NEB Hifi DNA assembly kit is the best. Make sure to have atleast 30bases overlap between the insert and the vector.
NEB is the best way to go, but make sure follow the protocol...you can scale down their reaction size down to as low as 2.5 ul without impacting success rates or wasting a ton of reagents
Thanks @Rupsa Basu, @Amy Johnson, and @David Heisler. NEB it is! Unfortunately, ordered the original Gibson Kit (not HiFi). Is it worth trying with that or should I reorder?

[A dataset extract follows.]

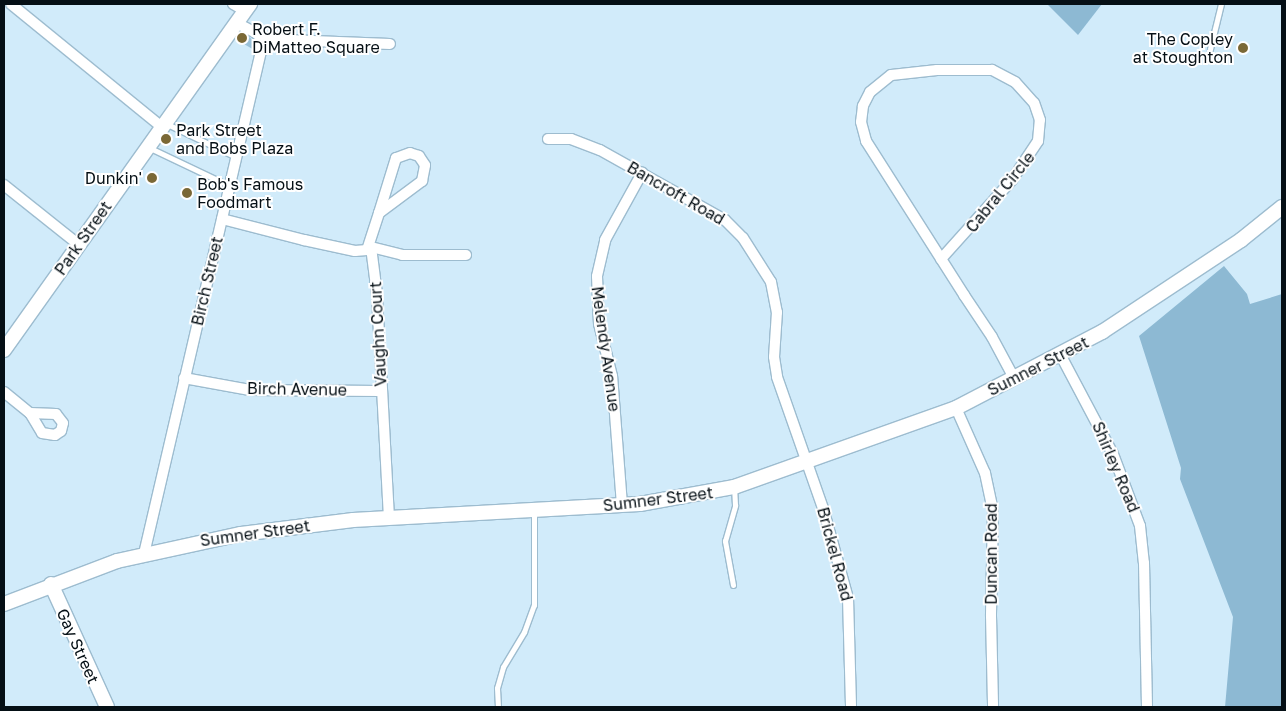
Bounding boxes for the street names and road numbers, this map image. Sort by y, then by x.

Is glycogen pptn ok for (relatively nonabundant) PCR fragments for use in the assembly? Zymo gel isolation kit gives funky Nanospec readings (low 260/hi 230). Trying TE8 crush and soak w/glycogen ptn instead. (if no reason not to).
I cannot say I have ever done a glycogen soak. However, the high 230 is contamination from the buffer you use to dissolve the gel in. If the concentration of your fragment is high enough that you will be diluting it before putting in the actual reaction, I have found that its diluted out enough not to effect the HiFi reactions, can't say though for Gibson Kit.
Thanks David. Glycogen would be just as a carrier in precipitation. The issue at the moment is low concentration of product. Trying to increase PCR efficiency, but if can't will have to ppt. to concentrate (or I suppose use a kit and elute in a tiny volume (but eluting in about 10ul now with Zymo kit).
Also wondering:
Does DpnI work in Gibson reaction buffer?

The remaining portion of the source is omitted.